Economia e Lavoro

San Marino. Direttivo Federazione Pensionati CDLS sulla sanità: “Non vogliamo più enunciazioni, servono i fatti”

Il Direttivo della Federazione Nazionale Pensionati Sammarinesi della CDLS ha analizzato l’evoluzione del sistema sanitario della Repubblica e lanciato un appello affinché venga difeso e rilanciato il carattere pubblico, universale e solidaristico della sanità sammarinese.
«Da anni rivendichiamo con forza la centralità e il rafforzamento della sanità pubblica accessibile a tutte e tutti, fondata sui principi che hanno ispirato la nascita dell’Istituto per la Sicurezza Sociale nel 1955 – afferma il Direttivo FNPS –. In una società che invecchia e nella quale aumentano i bisogni di cura, garantire servizi sanitari gratuiti, efficienti e di qualità non è una scelta politica tra le tante, ma un dovere nei confronti della cittadinanza».
Secondo la Federazione Pensionati CDLS, negli ultimi anni si sono manifestati segnali che destano allarme: «Assistiamo a una situazione nella quale anche nel nostro Paese aumentano le strutture private con il potenziale rischio di drenaggio di professionalità dalla sanità pubblica. Il pericolo concreto è che si crei una sanità a due velocità: chi può permettersi di pagare ottiene prestazioni in tempi rapidi, mentre gli altri sono costretti ad attendere. Questo scenario è incompatibile con il principio di universalità che caratterizza il nostro sistema sanitario».
«I pensionati ci segnalano visite specialistiche rinviate di mesi – prosegue FNPS -, servizi che non sono più garantiti e costi sanitari che aumentano. Sono criticità che incidono direttamente sulla qualità della vita e sul portafoglio delle persone. Per questo chiediamo a chi sarà chiamato a gestire le politiche sanitarie di intervenire con risposte immediate».
«La prevenzione rappresenta il primo investimento sulla salute collettiva – analizza il Direttivo -. Chiediamo di non ridurre screening, controlli ed esami preventivi per evitare costi umani, sanitari ed economici molto più elevati».

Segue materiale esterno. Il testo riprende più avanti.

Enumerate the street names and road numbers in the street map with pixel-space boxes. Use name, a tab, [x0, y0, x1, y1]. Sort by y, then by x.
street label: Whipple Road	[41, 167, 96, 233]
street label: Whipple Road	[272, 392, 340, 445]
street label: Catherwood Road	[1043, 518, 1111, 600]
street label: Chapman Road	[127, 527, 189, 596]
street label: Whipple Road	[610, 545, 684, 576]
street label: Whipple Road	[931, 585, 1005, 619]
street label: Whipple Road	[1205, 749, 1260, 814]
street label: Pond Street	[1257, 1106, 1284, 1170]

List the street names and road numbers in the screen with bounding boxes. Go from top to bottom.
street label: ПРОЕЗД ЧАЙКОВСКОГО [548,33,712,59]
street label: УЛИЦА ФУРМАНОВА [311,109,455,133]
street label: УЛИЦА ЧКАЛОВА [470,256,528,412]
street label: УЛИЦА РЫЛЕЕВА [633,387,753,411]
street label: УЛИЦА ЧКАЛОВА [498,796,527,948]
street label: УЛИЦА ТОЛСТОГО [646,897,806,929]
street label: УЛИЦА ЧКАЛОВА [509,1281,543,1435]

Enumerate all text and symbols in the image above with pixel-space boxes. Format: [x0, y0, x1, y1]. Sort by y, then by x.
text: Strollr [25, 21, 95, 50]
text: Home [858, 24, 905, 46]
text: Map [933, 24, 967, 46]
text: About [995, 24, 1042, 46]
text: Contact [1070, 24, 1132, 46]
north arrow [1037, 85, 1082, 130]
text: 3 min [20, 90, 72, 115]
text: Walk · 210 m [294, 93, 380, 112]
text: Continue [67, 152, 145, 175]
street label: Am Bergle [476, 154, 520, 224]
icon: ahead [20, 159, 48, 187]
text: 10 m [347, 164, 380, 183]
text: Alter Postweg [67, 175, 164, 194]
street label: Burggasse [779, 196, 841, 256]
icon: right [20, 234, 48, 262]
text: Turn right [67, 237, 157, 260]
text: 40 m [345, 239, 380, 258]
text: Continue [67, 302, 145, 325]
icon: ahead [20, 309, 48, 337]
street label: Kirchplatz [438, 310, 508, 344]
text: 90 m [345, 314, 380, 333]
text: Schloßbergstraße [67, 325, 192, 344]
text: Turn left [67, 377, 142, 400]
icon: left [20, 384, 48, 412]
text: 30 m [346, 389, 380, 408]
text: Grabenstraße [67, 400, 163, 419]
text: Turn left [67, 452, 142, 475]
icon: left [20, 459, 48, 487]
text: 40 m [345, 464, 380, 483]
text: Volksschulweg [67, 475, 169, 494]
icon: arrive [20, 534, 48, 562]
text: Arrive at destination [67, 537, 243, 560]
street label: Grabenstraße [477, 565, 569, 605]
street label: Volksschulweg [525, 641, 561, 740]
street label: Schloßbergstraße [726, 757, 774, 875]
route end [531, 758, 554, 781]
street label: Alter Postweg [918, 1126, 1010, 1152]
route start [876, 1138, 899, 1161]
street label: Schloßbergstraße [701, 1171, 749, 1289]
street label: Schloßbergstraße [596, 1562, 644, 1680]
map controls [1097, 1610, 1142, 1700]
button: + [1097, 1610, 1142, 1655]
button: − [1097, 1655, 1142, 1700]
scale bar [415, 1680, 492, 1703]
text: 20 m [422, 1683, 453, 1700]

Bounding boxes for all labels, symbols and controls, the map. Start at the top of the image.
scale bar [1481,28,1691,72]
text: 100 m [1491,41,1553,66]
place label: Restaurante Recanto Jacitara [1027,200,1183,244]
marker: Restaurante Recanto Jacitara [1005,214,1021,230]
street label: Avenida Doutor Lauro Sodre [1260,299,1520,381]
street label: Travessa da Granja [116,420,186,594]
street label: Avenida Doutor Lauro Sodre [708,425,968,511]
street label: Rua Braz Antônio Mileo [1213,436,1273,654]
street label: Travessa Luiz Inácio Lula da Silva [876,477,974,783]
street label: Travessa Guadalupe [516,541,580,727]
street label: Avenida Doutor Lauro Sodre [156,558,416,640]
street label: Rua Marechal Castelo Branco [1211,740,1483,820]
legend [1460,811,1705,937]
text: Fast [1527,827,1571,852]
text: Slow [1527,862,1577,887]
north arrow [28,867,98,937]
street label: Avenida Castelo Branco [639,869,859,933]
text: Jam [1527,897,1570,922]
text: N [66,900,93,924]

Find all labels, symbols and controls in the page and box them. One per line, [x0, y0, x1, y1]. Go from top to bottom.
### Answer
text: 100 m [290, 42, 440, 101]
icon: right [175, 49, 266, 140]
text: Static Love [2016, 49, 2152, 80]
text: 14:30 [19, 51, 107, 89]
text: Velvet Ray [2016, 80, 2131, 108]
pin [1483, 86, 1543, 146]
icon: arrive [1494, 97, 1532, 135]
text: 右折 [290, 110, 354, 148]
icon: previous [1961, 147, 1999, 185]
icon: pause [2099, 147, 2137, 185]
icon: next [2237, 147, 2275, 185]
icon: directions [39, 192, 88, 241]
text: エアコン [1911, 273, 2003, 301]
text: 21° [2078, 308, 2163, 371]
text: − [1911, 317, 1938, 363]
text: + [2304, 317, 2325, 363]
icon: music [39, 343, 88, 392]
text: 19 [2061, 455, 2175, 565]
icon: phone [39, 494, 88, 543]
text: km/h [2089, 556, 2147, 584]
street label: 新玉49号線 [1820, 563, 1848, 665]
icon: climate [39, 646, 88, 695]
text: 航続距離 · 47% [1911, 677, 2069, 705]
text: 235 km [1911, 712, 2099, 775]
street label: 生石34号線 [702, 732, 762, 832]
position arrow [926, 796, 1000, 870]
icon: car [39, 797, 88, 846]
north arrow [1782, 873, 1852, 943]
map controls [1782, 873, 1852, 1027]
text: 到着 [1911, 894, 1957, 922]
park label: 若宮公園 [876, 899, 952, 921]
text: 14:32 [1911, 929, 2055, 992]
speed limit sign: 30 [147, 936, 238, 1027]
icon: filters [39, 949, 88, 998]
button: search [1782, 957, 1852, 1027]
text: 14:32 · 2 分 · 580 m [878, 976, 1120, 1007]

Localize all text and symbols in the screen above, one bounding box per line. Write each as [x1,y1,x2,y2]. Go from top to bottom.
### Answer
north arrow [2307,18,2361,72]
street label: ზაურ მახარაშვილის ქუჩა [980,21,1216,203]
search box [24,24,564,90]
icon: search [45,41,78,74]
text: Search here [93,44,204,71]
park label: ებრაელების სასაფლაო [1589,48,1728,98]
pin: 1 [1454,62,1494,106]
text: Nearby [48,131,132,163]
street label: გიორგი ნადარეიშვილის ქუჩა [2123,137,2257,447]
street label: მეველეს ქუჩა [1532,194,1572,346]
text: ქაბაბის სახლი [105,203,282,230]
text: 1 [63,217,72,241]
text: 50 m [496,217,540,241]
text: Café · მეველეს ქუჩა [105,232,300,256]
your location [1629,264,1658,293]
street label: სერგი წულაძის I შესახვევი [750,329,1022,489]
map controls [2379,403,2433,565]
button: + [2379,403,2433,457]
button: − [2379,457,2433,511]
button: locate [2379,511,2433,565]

Per questo motivo la Federazione Pensionati CDLS sta lavorando alla costituzione di un Osservatorio sulla sanità, con l’obiettivo di monitorare l’evoluzione del sistema, raccogliere segnalazioni e formulare proposte a tutela del diritto alla salute.
Sul fronte farmaceutico denuncia inoltre il crescente numero di medicinali posti a carico dei cittadini.
«Da anni segnaliamo l’aumento dei farmaci a pagamento, compresi quelli destinati a patologie croniche e oncologiche. Chiedere ulteriori sacrifici economici a persone che stanno affrontando percorsi di cura complessi significa colpire chi si trova già in una condizione di fragilità».
Nel corso della riunione focus poi sul tema previdenziale.
«Mentre i rinnovi contrattuali riconoscono incrementi retributivi del 3%, i pensionati continuano a subire gli effetti di una rivalutazione insufficiente, a fronte di un costo della vita sempre più alto. A tutto questo si aggiunge il permanere della tassa di solidarietà. Una situazione che continua a penalizzare migliaia di persone anziane».
Anche la legge sulla famiglia, in via di approvazione, tocca solo marginalmente i pensionati, che fungono, in molte case, da ammortizzatore sociale per i parenti.
«In un Paese che registra un progressivo invecchiamento della popolazione, non è più possibile continuare a considerare gli anziani come una questione marginale – conclude la Federazione Pensionati CDLS -. Servono politiche strutturali che promuovano l’invecchiamento attivo, sostengano la non autosufficienza, valorizzino il ruolo sociale delle persone anziane e rafforzino la rete dei servizi di cura».